Records for the exercise.
▼

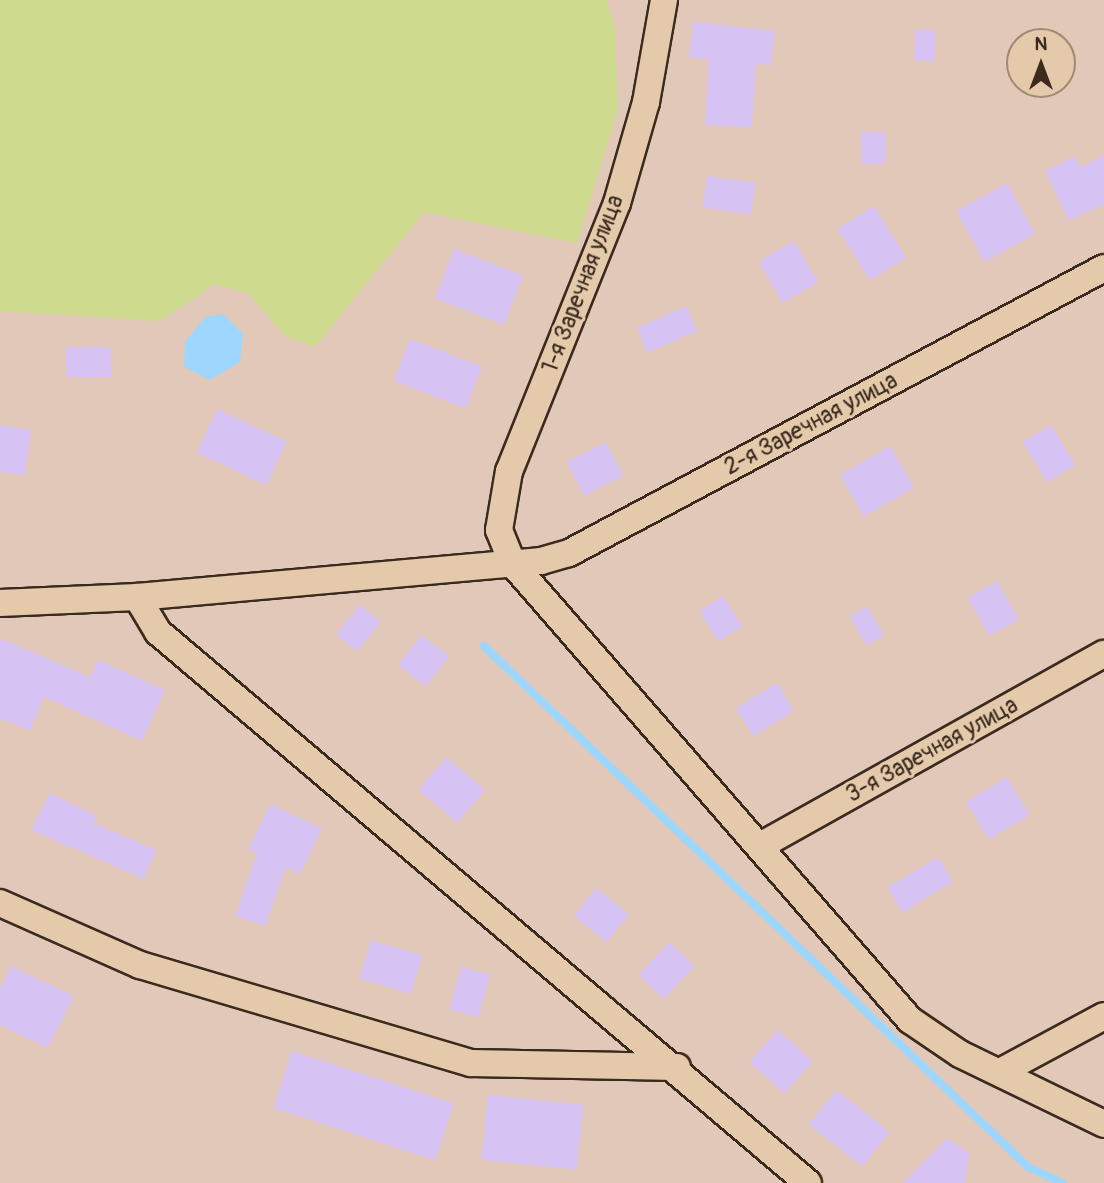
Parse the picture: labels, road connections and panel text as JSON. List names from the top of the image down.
{
  "streets": {
    "street": ["1-я Заречная улица", "2-я Заречная улица", "3-я Заречная улица"]
  },
  "crossings": [
    ["1-я Заречная улица", "2-я Заречная улица"],
    ["1-я Заречная улица", "3-я Заречная улица"]
  ],
  "north": "top"
}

▲

All of the entries above should be copied exactly, with the images left out.

Exercise solution.
Parse the picture: labels, road connections and panel text as JSON. List names from the top of the image down.
{
  "streets": {
    "street": ["1-я Заречная улица", "2-я Заречная улица", "3-я Заречная улица"]
  },
  "crossings": [
    ["1-я Заречная улица", "2-я Заречная улица"],
    ["1-я Заречная улица", "3-я Заречная улица"]
  ],
  "north": "top"
}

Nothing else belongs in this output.